Italy’s death toll from coronavirus surpassed the 100,000 mark on Monday, as the government led by Prime Minister Mario Draghi struggles to contain a third wave of contagion linked to the new variants.
According to fresh data by the Italian Health Ministry, 318 people died from COVID-19 in the past 24 hours, bringing the national tally since the start of the pandemic to 100,103.
In the past day, 13,902 new cases were registered, down from 20,765 on Sunday. But usually Mondays’ data reflect a lower number of tests normally carried out at the weekend.
The total number of confirmed cases since the start of the outbreak last February is now at over 3 million.
Italy’s health officials have repeatedly warned citizens that the country is facing a new surge of infections as a more dangerous variant – the so-called British one – is spreading around.
Weekly infection numbers rose by a third to more than 123,000 cases between Feb. 24 and March 2, the highest since early December, official data showed.
As intensive care units return under pressure across the country, the newly-installed Draghi government is considering further restrictions, including a new nationwide lockdown.
Lockdowns have already been enforced at a local level in several provinces and cities – leading to new closure of bars, restaurants, shops, and most schools.

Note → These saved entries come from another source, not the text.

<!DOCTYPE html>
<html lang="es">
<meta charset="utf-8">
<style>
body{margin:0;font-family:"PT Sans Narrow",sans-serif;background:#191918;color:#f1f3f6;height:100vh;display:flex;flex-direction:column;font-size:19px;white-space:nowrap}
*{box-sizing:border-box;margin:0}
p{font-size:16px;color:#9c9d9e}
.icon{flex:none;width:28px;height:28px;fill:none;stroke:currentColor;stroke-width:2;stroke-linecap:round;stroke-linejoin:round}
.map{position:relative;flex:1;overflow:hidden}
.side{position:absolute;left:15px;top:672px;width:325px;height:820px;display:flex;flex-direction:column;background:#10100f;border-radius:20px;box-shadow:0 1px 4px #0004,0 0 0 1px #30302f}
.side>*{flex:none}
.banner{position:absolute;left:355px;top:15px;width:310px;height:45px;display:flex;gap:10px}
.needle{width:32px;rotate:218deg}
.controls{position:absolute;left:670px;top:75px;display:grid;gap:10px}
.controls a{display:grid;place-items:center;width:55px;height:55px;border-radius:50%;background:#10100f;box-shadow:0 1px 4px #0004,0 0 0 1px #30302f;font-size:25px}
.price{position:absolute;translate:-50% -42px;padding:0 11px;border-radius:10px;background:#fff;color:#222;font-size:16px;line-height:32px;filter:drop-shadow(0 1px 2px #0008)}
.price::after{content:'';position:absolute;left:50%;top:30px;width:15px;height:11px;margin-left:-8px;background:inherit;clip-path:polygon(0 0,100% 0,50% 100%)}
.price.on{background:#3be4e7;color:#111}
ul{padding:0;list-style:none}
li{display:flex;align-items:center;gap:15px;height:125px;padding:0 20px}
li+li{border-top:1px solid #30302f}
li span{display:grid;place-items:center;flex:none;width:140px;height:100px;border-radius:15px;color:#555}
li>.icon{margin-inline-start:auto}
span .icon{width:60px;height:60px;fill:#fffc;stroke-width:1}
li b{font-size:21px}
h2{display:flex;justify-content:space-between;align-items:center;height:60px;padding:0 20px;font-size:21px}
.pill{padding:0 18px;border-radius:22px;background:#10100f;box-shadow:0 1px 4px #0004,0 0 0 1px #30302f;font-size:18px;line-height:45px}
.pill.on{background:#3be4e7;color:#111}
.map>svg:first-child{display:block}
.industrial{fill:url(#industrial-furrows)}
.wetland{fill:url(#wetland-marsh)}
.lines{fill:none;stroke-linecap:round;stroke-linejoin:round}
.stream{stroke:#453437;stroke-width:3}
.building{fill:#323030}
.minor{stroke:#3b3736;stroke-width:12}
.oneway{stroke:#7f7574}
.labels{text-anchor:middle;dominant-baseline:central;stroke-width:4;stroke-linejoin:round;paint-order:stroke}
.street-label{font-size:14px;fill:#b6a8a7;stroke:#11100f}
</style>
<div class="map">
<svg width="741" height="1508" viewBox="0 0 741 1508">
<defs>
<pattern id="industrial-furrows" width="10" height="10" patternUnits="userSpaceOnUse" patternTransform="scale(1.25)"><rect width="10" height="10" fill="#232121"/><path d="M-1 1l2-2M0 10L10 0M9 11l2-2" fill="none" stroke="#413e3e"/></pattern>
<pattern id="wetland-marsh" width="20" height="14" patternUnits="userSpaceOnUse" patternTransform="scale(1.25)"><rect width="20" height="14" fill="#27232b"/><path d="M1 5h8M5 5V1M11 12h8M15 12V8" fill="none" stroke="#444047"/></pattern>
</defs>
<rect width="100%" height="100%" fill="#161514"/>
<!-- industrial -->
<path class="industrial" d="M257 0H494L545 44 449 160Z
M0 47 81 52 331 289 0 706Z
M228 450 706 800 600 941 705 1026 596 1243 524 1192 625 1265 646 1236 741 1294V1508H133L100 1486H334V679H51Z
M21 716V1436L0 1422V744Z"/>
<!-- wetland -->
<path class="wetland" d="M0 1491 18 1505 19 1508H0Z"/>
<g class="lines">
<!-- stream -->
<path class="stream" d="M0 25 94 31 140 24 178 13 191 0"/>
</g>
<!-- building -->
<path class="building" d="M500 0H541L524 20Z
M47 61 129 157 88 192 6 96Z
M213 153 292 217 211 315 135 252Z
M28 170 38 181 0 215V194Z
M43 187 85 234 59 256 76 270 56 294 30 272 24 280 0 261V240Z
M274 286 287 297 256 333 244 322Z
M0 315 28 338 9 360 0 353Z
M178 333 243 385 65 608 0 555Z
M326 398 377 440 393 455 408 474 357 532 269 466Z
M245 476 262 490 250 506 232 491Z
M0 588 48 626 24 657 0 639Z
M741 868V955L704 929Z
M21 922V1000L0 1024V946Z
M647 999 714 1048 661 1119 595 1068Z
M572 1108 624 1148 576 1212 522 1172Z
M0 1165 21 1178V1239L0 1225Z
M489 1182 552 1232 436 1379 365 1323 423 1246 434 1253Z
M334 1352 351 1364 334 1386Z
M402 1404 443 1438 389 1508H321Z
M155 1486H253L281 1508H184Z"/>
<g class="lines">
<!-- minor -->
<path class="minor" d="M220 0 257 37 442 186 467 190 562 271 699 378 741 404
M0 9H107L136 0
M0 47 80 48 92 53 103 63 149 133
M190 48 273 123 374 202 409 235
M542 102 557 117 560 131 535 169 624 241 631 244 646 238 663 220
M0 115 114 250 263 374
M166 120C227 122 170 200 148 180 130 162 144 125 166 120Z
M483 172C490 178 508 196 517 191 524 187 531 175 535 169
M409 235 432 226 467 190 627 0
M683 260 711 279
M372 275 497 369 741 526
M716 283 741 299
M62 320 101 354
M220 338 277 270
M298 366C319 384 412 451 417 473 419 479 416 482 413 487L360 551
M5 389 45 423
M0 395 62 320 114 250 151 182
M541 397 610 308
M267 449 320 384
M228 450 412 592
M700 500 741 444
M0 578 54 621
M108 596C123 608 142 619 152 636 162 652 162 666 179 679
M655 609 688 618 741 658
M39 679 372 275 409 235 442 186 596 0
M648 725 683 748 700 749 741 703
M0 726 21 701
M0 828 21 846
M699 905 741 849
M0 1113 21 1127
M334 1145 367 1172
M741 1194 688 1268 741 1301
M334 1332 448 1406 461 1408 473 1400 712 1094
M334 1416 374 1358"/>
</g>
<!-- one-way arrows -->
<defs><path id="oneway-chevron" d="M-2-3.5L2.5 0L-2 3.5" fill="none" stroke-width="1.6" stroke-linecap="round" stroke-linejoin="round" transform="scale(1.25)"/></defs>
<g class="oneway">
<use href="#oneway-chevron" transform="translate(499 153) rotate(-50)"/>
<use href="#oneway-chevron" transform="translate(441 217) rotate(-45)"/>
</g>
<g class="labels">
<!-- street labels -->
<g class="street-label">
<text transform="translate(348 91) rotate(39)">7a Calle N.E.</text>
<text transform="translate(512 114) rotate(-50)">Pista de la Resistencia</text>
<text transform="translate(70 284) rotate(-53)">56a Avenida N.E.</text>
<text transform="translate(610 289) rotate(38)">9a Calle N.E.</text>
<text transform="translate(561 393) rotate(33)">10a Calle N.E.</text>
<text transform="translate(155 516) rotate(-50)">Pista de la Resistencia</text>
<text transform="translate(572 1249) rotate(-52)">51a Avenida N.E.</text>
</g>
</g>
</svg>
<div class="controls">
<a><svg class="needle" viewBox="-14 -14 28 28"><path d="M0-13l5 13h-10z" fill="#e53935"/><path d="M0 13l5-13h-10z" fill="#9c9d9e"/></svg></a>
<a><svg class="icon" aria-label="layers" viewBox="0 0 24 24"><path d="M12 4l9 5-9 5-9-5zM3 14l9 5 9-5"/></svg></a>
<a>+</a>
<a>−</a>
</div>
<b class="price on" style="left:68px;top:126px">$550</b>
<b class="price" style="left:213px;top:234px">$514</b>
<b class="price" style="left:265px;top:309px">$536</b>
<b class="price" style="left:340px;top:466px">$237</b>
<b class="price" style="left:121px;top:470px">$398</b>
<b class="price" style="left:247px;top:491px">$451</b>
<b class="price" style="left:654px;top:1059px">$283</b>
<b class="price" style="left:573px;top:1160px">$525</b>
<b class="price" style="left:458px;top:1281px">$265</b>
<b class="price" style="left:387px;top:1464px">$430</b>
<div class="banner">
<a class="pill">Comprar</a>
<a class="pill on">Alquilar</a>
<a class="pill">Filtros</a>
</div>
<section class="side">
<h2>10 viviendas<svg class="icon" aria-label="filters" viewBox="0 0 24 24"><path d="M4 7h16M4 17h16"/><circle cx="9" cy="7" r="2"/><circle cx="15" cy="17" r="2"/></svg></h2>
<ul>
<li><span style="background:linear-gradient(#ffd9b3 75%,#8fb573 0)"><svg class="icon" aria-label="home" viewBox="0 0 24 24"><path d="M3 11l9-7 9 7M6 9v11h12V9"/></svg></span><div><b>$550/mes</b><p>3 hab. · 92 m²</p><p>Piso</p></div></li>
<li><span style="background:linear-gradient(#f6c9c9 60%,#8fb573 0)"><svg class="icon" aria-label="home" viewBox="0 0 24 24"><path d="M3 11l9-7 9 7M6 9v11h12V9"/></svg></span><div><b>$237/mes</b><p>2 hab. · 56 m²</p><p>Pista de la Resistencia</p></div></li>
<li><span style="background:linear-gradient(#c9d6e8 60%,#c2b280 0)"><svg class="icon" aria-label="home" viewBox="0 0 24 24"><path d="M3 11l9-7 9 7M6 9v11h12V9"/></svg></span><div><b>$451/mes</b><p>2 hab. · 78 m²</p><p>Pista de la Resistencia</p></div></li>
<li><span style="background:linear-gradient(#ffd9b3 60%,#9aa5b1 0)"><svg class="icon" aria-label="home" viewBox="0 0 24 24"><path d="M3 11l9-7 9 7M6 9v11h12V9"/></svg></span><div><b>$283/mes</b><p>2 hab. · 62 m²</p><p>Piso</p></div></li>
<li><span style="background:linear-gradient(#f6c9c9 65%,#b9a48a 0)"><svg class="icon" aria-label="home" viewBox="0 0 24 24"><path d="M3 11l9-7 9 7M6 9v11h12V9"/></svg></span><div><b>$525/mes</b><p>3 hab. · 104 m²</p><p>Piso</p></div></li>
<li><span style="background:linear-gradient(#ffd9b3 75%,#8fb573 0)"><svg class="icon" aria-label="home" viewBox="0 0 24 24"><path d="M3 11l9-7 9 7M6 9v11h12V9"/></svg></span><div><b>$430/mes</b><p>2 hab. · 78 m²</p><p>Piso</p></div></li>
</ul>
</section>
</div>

Health minister Roberto Speranza said last week that more “red zones” are likely to be declared across the country, depending on the short-term developments of the contagion curve.
According to Italy’s higher Health Institute (ISS), at least 54% of all cases in Italy are now caused by the so-called English variant.
Meanwhile, Italy’s vaccination plan has made slow progress so far, even though the government has recently announced it will speed up vaccinations significantly in the next few months, to reach herd immunity by the end of the summer.